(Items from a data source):
──────────

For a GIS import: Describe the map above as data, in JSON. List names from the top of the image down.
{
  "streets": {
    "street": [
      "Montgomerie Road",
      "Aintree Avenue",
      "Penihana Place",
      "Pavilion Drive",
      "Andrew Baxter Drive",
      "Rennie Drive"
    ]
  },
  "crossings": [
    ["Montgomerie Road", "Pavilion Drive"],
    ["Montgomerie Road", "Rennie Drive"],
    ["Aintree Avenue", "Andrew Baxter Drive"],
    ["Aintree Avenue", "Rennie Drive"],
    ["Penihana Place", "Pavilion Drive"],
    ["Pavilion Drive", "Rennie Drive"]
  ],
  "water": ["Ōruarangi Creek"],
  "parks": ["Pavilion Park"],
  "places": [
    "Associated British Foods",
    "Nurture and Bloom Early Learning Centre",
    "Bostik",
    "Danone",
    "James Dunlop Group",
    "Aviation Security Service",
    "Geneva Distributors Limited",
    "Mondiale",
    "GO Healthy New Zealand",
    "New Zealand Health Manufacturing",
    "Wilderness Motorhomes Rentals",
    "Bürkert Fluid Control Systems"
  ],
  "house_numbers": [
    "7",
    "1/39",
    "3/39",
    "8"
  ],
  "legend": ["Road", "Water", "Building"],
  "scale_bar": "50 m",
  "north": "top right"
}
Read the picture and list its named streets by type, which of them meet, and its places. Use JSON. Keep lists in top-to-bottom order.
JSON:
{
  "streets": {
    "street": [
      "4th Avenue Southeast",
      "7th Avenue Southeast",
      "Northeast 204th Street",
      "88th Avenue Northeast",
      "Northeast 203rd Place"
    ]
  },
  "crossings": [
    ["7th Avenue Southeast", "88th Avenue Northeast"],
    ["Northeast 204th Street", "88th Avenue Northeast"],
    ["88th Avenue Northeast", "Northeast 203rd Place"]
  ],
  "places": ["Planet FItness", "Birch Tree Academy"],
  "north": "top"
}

──────────

(ABOUT THIS EXERCISE): Whichever lines of the records above hold the word "Pavilion" should all be copied out.

(WRITTEN REPLY):
      "Pavilion Drive",
    ["Montgomerie Road", "Pavilion Drive"],
    ["Penihana Place", "Pavilion Drive"],
    ["Pavilion Drive", "Rennie Drive"]
  "parks": ["Pavilion Park"],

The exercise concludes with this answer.